Eating Golden Steamer's Bao and Traveling in Chinatown / by Emilia Morano-Williams

Golden Steamer
Golden Steamer. Image by Robyn Lee via Flickr

Last week, I was restless. A narcoleptic at work and wired at night. So I went to Chinatown in hopes that crowds jostling amidst Cantonese signs could revive me after hours of wading through Instagram for another photo of orange soup. I left my desk and went. I went past noodle stands and past people expertly rummaging through bins of dried mushrooms. I went past basement level massage parlors and kids racing home.

I went to Golden Steamer.

Golden Steamer is easy. Sure, the city gave it a C sanitation rating, but The Village Voice, Serious Eats and New York Magazine gave the tiny takeaway operation a thumbs up. These reviews are taped in the window to lure tourists and pseudo-travelers (like me). Golden Steamer is on the corner of Mott and Grand across the street from Di Paolo’s and Ferrara’s. Cases filled with packs of buns in plastic containers line the walls and neon lights illuminate the room with a spaceship-like glow.

But this spaceship has a secret: the fluffiest steamed buns with the richest fillings in dainty proportions. While you could bring friends and try all twelve in one go, Golden Steamer deserves to be explored bun by bun. Make it a weekly trip for a new flavor (a new experience). Let your stomach choose between the nostalgic pumpkin bun or the sticky barbecue pork. This slow-approach emphasizes the flavors and makes Golden Steamer your pseudo-travel Launchpad.

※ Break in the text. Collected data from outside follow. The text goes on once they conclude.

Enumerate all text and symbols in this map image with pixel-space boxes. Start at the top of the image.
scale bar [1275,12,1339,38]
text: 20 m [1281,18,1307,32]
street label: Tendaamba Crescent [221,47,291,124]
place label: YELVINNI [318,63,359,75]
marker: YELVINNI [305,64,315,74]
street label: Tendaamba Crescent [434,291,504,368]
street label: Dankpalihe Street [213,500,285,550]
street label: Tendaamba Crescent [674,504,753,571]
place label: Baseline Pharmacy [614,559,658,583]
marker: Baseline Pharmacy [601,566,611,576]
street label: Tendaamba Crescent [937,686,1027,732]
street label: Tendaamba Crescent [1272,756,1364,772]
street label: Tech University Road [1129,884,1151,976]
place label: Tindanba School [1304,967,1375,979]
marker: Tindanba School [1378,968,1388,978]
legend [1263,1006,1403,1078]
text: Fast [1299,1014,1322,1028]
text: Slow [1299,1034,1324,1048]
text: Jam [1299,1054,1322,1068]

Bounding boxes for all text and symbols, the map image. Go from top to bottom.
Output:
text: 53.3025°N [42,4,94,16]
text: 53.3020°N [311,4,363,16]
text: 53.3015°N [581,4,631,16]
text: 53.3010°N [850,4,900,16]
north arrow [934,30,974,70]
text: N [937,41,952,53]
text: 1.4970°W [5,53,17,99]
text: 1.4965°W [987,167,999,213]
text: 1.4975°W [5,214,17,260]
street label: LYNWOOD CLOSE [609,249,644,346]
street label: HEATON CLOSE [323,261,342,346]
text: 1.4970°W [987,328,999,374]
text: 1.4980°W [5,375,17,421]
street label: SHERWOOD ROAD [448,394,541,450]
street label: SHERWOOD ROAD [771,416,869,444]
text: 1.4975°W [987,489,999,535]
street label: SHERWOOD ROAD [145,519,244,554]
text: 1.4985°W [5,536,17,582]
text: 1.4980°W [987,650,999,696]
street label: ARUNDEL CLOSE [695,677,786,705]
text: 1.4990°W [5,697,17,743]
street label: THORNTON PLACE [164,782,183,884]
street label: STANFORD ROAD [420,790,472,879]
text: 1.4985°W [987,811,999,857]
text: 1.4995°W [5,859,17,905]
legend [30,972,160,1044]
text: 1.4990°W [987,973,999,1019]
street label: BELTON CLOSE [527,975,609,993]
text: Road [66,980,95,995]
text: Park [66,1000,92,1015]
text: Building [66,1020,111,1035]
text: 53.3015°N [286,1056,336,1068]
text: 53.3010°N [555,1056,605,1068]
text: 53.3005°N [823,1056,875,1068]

That day I wanted chicken and ginger bun. They were out. They had pork. That would do.

Outside, the bright Chinatown evening enveloped me like the wax bag wrapped around my bao. Each pastry from Golden Steamer just about falls out of your hand without feeling unwieldly. It begs you to take that first bite. That warm, pillow-y bite which tastes like cake without the buttery heft. Naturally, you do this outside the store while passerbys slam you with shopping carts and backpacks.

When you reach the filling, you begin to walk. Golden Steamer could not franchise in America. The fillings are just one to two bites—enough to remind you that dinner will taste better so save room. Fluff your stomach with bao instead.

I walked past people drinking bubble tea and grocery shopping and chatting on the streets, which shouldn’t seem transgressive but resembles resistance in the smart phone age. The fluffy bread enveloped me and gave me an excuse to suspend my daily life. It’s okay, you have a comfort blanket. It’s okay, dinner will come. It’s okay, you can escape and you can return.

Travel doesn’t need plane tickets just as snacks don’t need to inoculate your taste buds. An hour or two of wandering and experiencing the not-my-routine reminds you that, yes, the world does hold wonder. And it’s right beneath your feet.